An Argument for Not Voting

Facebook encouraged me to vote in the UK’s general election, which is being held today. Presumably this private corporation, mostly owned and run by Americans, believes it has a civic duty to persuade the most people to vote. They do this no matter where the voter lives in the world – unless he or she lives in countries that are not democracies. They do this even though Facebook takes no responsibility for the quality of the choices being presented. But if voting is such an incontrovertible good that everybody should be encourage to do it, why are so many voters being forced to make such dreadful choices? Consider the Americans who were confronted with either Clinton or Trump. Or consider the French who had to pick between the life-long fascist who is daughter to another life-long fascist, or the egotistical opportunist who suddenly stopped being a socialist because the socialists were unpopular? I cannot mock the Americans or the French for the failure of their democracies because we Brits have it even worse. Their malfunctioning methods for appointing a leader appear relatively sane compared to the electoral tragedy that has befallen Britain. Confronted with the worst of all choices, the only appropriate response is to not vote at all, in the hope this will be interpreted as the rejection of every alternative.

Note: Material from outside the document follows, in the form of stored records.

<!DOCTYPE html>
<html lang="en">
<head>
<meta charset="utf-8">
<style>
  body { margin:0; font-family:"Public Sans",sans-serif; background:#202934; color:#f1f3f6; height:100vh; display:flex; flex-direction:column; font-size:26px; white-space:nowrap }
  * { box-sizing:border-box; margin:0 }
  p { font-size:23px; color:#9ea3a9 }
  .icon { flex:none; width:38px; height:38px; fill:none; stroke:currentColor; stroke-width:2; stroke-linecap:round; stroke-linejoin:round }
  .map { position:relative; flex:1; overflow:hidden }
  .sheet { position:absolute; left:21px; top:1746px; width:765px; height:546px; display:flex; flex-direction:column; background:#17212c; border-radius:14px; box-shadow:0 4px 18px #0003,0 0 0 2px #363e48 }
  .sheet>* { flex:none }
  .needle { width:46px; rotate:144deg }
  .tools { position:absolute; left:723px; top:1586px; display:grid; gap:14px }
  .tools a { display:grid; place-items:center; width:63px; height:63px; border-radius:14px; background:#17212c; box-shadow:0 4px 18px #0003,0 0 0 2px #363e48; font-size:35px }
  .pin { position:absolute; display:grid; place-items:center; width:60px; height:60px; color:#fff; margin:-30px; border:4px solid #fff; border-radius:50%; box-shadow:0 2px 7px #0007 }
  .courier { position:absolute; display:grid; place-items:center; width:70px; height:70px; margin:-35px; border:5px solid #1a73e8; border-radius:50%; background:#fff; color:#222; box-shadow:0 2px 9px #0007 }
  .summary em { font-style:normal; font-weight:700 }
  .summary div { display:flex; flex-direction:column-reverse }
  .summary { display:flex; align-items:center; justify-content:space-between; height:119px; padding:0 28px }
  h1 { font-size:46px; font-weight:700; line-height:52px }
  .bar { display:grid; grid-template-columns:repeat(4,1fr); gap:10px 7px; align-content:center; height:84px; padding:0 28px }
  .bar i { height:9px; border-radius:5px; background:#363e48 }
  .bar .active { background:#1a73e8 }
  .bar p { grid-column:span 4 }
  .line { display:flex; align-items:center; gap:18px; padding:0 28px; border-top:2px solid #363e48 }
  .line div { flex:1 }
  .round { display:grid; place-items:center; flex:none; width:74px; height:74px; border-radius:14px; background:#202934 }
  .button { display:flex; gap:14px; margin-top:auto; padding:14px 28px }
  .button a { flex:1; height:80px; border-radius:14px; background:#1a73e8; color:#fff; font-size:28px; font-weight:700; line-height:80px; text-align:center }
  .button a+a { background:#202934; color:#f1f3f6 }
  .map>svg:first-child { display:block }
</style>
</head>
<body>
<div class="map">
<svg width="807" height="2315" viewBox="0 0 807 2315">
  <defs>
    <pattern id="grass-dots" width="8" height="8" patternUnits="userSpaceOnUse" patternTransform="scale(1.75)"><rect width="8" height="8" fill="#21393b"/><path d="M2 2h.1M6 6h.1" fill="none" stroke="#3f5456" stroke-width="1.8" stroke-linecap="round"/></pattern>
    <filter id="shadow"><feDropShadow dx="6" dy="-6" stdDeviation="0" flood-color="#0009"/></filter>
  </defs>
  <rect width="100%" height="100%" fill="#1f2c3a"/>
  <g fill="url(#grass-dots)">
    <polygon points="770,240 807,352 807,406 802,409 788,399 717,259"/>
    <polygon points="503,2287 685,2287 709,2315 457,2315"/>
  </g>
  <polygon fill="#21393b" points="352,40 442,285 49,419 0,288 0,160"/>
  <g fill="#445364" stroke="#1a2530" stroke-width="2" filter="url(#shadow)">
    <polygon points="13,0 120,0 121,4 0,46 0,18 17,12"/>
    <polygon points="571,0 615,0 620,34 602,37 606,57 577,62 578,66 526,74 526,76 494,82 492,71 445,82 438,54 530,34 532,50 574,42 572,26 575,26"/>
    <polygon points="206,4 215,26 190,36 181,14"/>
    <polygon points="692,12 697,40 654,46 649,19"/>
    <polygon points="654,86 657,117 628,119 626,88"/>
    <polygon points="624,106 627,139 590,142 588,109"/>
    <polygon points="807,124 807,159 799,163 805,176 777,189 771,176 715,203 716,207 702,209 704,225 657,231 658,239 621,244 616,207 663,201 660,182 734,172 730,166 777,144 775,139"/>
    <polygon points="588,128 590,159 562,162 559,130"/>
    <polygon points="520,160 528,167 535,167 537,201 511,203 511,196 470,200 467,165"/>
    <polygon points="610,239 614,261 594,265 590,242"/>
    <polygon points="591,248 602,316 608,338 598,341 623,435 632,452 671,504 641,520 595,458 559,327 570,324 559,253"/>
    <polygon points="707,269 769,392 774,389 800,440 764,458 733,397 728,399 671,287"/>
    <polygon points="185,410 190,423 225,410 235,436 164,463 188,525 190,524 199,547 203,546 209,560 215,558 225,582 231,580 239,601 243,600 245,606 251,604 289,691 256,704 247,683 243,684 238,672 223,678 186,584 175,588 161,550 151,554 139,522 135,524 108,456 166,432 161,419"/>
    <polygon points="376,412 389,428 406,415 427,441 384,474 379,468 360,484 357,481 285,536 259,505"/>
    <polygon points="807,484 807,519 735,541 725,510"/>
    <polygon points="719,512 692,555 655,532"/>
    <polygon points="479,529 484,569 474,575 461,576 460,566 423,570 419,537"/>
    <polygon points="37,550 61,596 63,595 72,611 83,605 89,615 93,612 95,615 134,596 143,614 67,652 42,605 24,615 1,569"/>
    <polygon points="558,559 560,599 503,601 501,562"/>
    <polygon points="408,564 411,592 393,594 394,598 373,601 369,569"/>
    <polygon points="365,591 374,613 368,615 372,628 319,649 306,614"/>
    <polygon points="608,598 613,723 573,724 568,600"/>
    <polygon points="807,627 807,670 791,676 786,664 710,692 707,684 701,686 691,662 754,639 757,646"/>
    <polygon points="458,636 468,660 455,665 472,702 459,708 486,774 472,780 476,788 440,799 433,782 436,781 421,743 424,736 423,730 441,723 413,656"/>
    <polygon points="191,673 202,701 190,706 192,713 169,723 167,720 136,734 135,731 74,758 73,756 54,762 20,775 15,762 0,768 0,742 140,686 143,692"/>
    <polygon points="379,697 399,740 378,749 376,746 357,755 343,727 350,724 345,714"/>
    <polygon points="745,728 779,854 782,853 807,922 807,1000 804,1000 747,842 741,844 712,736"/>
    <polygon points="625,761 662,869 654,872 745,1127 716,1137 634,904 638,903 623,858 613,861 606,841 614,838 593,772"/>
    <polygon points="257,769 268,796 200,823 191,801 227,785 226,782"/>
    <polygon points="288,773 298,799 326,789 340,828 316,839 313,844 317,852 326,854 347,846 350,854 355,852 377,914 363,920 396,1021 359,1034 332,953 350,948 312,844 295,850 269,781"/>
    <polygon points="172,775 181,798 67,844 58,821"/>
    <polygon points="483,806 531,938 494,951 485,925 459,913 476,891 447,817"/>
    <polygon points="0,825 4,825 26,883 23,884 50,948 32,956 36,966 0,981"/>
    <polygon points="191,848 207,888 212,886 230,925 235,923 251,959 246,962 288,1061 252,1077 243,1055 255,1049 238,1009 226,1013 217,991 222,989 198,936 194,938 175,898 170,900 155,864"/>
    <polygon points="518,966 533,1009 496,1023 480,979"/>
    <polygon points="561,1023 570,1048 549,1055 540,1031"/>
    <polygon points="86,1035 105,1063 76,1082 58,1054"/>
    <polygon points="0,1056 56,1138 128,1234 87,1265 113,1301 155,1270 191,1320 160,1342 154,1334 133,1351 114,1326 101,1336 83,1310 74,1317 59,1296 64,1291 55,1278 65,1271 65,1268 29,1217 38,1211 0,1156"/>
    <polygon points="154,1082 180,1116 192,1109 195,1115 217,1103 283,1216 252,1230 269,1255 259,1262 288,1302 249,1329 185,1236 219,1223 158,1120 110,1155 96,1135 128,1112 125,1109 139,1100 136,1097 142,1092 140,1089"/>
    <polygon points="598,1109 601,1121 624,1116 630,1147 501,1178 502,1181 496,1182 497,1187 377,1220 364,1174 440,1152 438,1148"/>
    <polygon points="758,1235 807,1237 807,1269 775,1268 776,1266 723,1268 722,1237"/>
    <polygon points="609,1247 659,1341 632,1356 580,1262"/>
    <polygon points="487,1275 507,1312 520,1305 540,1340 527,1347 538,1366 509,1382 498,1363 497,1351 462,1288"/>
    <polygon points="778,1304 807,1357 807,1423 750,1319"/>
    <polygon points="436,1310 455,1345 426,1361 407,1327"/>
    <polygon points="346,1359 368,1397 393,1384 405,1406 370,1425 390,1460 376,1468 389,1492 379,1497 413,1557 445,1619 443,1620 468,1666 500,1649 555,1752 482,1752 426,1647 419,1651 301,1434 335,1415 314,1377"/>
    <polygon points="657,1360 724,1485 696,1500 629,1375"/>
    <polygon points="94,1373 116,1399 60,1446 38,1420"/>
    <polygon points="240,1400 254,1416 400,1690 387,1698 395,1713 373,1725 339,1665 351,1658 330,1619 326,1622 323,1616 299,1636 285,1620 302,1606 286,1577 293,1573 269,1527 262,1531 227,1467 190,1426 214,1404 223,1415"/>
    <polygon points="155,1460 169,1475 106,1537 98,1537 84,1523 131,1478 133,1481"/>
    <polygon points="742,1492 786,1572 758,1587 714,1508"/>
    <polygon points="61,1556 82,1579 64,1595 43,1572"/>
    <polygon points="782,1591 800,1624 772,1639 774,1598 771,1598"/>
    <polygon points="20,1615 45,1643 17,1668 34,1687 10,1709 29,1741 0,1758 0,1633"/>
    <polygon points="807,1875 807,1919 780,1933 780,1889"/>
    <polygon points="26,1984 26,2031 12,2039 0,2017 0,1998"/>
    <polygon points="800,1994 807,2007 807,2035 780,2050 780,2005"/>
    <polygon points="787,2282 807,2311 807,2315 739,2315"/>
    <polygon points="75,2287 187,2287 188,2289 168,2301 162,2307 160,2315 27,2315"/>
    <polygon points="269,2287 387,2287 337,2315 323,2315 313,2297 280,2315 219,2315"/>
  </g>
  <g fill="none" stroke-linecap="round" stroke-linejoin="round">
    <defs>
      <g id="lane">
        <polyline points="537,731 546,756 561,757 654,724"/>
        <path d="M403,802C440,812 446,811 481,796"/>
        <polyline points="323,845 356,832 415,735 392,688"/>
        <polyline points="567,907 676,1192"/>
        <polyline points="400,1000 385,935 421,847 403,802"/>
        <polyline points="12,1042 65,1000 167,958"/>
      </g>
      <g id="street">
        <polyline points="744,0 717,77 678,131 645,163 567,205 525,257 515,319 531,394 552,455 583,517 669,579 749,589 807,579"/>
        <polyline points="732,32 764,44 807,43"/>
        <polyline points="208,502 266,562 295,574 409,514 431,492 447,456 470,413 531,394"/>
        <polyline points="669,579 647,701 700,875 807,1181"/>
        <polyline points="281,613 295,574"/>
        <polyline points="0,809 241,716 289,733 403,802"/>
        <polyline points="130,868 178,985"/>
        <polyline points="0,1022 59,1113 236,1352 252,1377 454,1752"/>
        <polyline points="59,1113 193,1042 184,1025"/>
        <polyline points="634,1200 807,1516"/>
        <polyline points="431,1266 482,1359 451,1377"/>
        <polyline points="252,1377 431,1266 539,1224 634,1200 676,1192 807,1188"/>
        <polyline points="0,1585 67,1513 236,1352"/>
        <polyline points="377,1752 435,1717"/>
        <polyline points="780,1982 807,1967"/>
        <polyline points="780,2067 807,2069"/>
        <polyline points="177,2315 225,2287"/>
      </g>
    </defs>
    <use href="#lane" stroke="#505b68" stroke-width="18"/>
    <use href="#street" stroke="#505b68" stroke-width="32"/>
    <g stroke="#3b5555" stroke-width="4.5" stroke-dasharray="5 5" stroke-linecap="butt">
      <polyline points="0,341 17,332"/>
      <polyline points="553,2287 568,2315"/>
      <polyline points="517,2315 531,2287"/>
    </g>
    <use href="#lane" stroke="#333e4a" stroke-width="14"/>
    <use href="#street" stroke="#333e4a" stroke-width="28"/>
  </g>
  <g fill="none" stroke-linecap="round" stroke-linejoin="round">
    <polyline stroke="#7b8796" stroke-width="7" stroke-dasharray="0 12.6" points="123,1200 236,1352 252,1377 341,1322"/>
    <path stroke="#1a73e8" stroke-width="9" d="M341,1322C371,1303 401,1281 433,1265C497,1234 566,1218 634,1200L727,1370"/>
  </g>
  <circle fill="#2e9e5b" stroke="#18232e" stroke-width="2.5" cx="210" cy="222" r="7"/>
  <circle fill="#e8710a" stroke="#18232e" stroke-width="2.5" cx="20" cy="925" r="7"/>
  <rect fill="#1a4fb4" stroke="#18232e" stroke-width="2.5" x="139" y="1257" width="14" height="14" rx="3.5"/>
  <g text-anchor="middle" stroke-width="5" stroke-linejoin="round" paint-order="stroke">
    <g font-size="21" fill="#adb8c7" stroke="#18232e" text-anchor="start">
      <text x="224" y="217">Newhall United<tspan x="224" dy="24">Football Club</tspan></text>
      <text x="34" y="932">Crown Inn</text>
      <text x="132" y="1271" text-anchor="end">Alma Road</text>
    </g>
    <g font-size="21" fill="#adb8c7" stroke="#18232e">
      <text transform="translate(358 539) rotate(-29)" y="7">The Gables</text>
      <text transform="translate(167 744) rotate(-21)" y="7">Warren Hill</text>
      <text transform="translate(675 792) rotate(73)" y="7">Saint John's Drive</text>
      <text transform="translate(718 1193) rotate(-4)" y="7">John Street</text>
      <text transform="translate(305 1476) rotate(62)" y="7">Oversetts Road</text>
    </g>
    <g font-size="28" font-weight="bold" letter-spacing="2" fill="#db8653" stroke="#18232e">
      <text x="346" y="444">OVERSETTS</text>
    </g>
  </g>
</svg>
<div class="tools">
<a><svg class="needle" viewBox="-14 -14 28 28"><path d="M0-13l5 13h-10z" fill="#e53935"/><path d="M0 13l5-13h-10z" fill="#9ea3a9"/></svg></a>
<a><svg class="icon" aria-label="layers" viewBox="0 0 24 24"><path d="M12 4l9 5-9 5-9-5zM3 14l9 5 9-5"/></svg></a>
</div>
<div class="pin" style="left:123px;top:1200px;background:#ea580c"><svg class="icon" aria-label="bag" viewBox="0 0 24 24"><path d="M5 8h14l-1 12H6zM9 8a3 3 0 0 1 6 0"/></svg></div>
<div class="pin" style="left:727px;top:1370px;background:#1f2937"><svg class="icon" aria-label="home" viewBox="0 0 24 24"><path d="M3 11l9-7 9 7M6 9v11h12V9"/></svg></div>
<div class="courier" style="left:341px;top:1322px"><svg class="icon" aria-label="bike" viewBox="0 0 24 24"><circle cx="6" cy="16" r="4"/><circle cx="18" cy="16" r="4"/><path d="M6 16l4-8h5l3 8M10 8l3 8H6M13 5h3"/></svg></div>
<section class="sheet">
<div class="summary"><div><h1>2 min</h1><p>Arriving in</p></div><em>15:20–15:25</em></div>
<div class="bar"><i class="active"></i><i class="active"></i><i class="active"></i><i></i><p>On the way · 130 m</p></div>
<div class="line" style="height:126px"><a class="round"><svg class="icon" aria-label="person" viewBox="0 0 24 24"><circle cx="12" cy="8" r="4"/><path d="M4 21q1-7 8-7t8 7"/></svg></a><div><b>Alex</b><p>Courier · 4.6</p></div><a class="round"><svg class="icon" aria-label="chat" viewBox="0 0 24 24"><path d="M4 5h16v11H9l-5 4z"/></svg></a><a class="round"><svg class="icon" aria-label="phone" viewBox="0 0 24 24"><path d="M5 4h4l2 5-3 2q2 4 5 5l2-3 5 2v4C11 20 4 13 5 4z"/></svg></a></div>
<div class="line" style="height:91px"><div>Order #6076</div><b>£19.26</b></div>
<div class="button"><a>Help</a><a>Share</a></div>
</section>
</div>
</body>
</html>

So I am not going to vote today. Voting should be about expressing a democratic choice, and ‘none of the above’ is also a valid choice, especially when the other choices are so lousy. It’s been a terrible campaign, I don’t like any of the manifestos, I don’t like any of the leaders, and I can barely believe that both major parties have such substandard front benches who are so clearly loathed by their fellow MPs. I live in a safe Tory seat with a career Tory MP who has done nothing useful during 25 years at Westminster, and whose name I would barely remember if it was not for the fact he once sent me a woeful begging letter because he assumes anyone who owns a company should be grateful to the Conservatives. The Conservatives have been taken over by power-hungry nutters with no principles, but the alternative is a rabble who mostly hate their own leader, which is not surprising given that he is a pacifist except for the occasions when he supports both the goals and methods of terrorists.

Either May is going to introduce excessive authoritarian powers to spy on all of us, or we must anoint a nincompoop who suggested turning nuclear submarines into the most phenomenally expensive troop carriers in history, and whose top advisor is a Stalinist who repeatedly denied the scale of murder by oppressive Communist regimes. May is a neo-fascistic unimaginative over-promoted arse of a politician but the third-rate job she will do is somewhat better than the calamity offered by a Labour leader who is so lacking in ability that none of the five previous Labour leaders offered him any lowly job, and even Diane Abbott was promoted to the shadow cabinet ahead of him.

What of the fringe offerings? Farron is a bad joke, a weakling who leads the Lib Dems because his party was thrown into disarray by an electorate that likes to protest but fails to comprehend why adults must sometimes compromise. The Greens are the ultimate lefty purist nightmare, able to pretend to be scientific whilst relying on uncosted emotional gambits – three day weekends?!? – and still appealing to the overpaid pampered Brexit-fearing home-owning middle classes because promises have no price tags when you know there is no possibility of ever being in a position to keep them. UKIP has the ideological coherence of Ed Norton punching himself in the face during Fight Club, just before he started blowing things up. And don’t get me started on the nationalist fantasists who think their countries will turn into utopias the moment they succeed in ethnically cleansing the influence of the evil English.

So to the vast majority of Brits who voted today, I say you all made the wrong choice, with the possible exception of you diehard Raving Monster Loony loyalists, because you’re doing as much good as anyone whilst also having a laugh at the absurdity of it all. Perhaps the next election will afford us a choice worthy of a country with such a long uninterrupted history of democracy, but today is a day when we should think about everybody who ever made sacrifices to protect our freedom, and feel ashamed that this farce is what Britain has come up with.